Avec la réforme territoriale incarnée par la loi NOTRe, les Régions se sont vu octroyer de nouveaux pouvoirs avec des capacités d’intervention accrues, notamment en matière de développement économique, de promotion économique à l’international. Si Provence-Alpes-Côte d’Azur échappe au « remembrement » géographique, son profil évolue. Aujourd’hui parmi les plus puissantes et grandes de France, elle se retrouve mécaniquement en queue de peloton. « Les élections régionales nous offrent une fenêtre de tir importante pour faire remonter les préoccupations des entreprises et faire entendre notre voix » explique Maurice Brun, président de la CCI de région, évoquant le Livre Blanc des CCI de Paca.

« Nous avons voulu, dans cette production, agréger plusieurs messages. Au vu des nouvelles responsabilités notamment en matière économique des Régions, c’est le moment d’aligner les curseurs entre ces nouvelles compétences et l’expertise des CCI pour accompagner l’entreprise dans ce grand mouvement de transition économique, qui dépasse largement la seule numérisation ou mutation énergétique, former les hommes en conséquence et construire le territoire de demain. Les CCI et les Régions ont plus que jamais un objectif commun : le développement économique et l’attractivité́ de ce territoire. Le milieu économique veut être associé à sa gouvernance », détaille Louis Aloccio, membre du bureau de la CCI de région.

Messages passés. Décor planté. Place aux propositions des trois premiers candidats dans les sondages sur un format de grand oral solo.

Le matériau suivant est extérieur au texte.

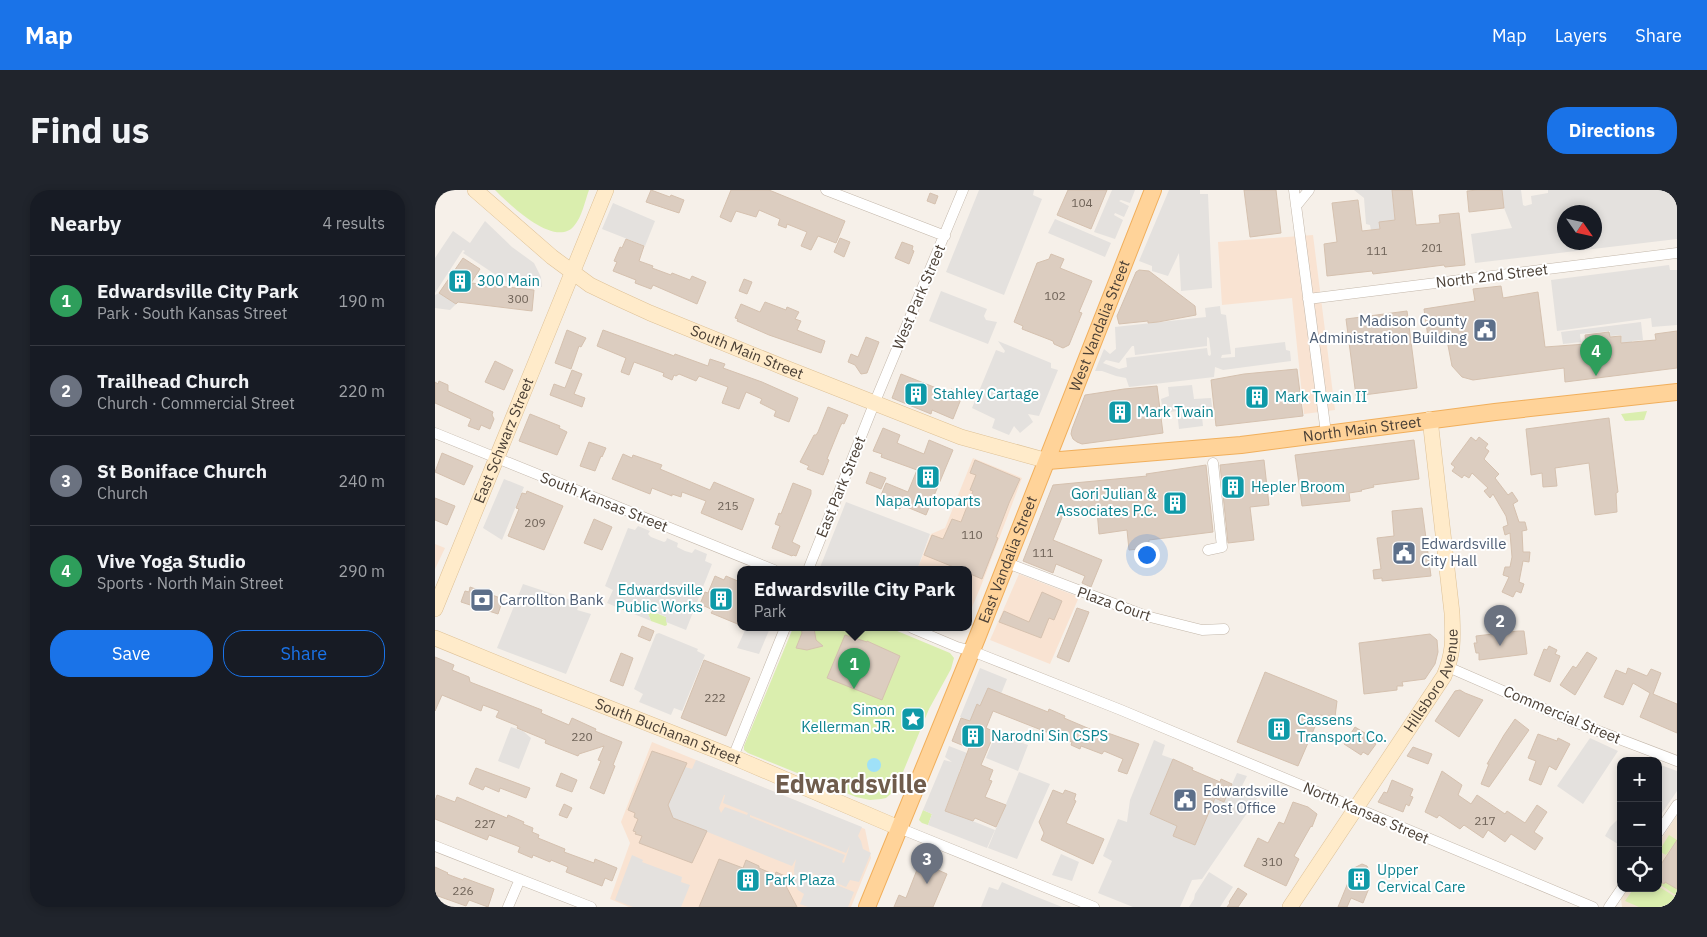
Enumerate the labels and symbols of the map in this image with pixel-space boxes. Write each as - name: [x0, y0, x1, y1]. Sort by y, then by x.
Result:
- house number: 104: [1071, 195, 1093, 210]
- north arrow: [1557, 205, 1602, 250]
- house number: 201: [1421, 240, 1443, 255]
- street label: West Park Street: [888, 241, 949, 352]
- house number: 111: [1366, 243, 1388, 258]
- street label: West Vandalia Street: [1065, 257, 1134, 394]
- street label: North 2nd Street: [1435, 259, 1549, 292]
- building icon: 300 Main: [447, 268, 473, 294]
- place label: 300 Main: [477, 271, 540, 290]
- house number: 102: [1044, 288, 1066, 303]
- house number: 300: [507, 291, 529, 306]
- place label: Madison County Administration Building: [1309, 311, 1468, 347]
- public building icon: Madison County Administration Building: [1472, 317, 1498, 343]
- street label: South Main Street: [688, 320, 806, 383]
- pin: 4: [1580, 335, 1612, 376]
- street label: East Schwarz Street: [469, 375, 537, 506]
- building icon: Stahley Cartage: [903, 381, 929, 407]
- place label: Stahley Cartage: [933, 384, 1039, 403]
- building icon: Mark Twain II: [1244, 384, 1270, 410]
- place label: Mark Twain II: [1275, 387, 1367, 406]
- building icon: Mark Twain: [1107, 399, 1133, 425]
- place label: Mark Twain: [1137, 402, 1214, 421]
- street label: North Main Street: [1302, 412, 1423, 446]
- street label: East Park Street: [812, 433, 870, 540]
- building icon: Napa Autoparts: [915, 464, 941, 490]
- street label: South Kansas Street: [538, 467, 671, 536]
- building icon: Hepler Broom: [1220, 474, 1246, 500]
- place label: Hepler Broom: [1251, 477, 1345, 496]
- place label: Gori Julian & Associates P.C.: [1056, 484, 1158, 520]
- building icon: Gori Julian & Associates P.C.: [1162, 490, 1188, 516]
- place label: Napa Autoparts: [875, 491, 981, 510]
- street label: East Vandalia Street: [974, 493, 1041, 626]
- house number: 215: [717, 498, 739, 513]
- house number: 209: [524, 515, 546, 530]
- house number: 110: [961, 527, 983, 542]
- place label: Edwardsville City Hall: [1421, 534, 1506, 570]
- public building icon: Edwardsville City Hall: [1391, 540, 1417, 566]
- your location: [1134, 542, 1160, 568]
- house number: 111: [1032, 545, 1054, 560]
- place label: Edwardsville Public Works: [616, 580, 703, 616]
- street label: Plaza Court: [1075, 582, 1154, 625]
- building icon: Edwardsville Public Works: [708, 586, 734, 612]
- bank icon: Carrollton Bank: [469, 587, 495, 613]
- place label: Carrollton Bank: [499, 590, 604, 609]
- pin: 2: [1484, 605, 1516, 646]
- street label: Hillsboro Avenue: [1399, 629, 1462, 736]
- pin: 1: [838, 648, 870, 689]
- street label: Commercial Street: [1501, 681, 1624, 748]
- house number: 222: [704, 690, 726, 705]
- street label: South Buchanan Street: [593, 694, 744, 768]
- place label: Simon Kellerman JR.: [801, 700, 895, 736]
- place icon: Simon Kellerman JR.: [900, 706, 926, 732]
- place label: Cassens Transport Co.: [1297, 710, 1387, 746]
- building icon: Cassens Transport Co.: [1266, 716, 1292, 742]
- building icon: Narodni Sin CSPS: [960, 723, 986, 749]
- place label: Narodni Sin CSPS: [991, 726, 1108, 745]
- house number: 220: [571, 729, 593, 744]
- district label: Edwardsville: [775, 767, 927, 800]
- street label: North Kansas Street: [1300, 777, 1432, 848]
- place label: Edwardsville Post Office: [1203, 781, 1288, 817]
- public building icon: Edwardsville Post Office: [1172, 787, 1198, 813]
- house number: 217: [1474, 813, 1496, 828]
- house number: 227: [474, 816, 496, 831]
- pin: 3: [911, 843, 943, 884]
- house number: 310: [1261, 854, 1283, 869]
- place label: Upper Cervical Care: [1377, 860, 1466, 896]
- building icon: Upper Cervical Care: [1346, 866, 1372, 892]
- building icon: Park Plaza: [735, 867, 761, 893]
- place label: Park Plaza: [765, 870, 835, 889]
- house number: 226: [452, 883, 474, 898]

Christian Estrosi : La première Smart Région d’Europe

C’est le 3 fois membre de gouvernements auprès de 2 présidents de la République qui ouvre le ban en égrenant quelques-unes des propositions d'un programme de 64 pages qui nécessiteront un budget de 1,4 Md€. Une feuille de route que le chef de file des Républicains en PACA dit avoir élaborée, sous la houlette de l’ancien préfet de la région Michel Sapin, avec 150 experts, parmi lesquels des signatures de renom dans leur domaine.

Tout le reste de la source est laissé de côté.